§ **What to do**: For the word "JSON", count the lines of the listing that contain it and give only the count.

§ **Supplied information**:
┄┄┄┄┄┄┄┄┄┄

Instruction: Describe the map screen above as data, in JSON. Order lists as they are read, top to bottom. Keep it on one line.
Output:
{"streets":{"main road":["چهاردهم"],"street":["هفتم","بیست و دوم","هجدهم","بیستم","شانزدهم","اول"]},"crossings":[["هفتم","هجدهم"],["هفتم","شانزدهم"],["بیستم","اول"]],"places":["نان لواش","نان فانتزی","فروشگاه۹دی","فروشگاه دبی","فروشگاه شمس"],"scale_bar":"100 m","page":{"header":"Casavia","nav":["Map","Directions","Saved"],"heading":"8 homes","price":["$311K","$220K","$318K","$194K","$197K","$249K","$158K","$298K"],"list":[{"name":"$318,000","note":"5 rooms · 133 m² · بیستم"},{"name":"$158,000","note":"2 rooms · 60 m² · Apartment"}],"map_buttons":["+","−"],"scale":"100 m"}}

┄┄┄┄┄┄┄┄┄┄

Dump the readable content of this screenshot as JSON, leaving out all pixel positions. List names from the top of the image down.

┄┄┄┄┄┄┄┄┄┄

§ **Your solution**: 2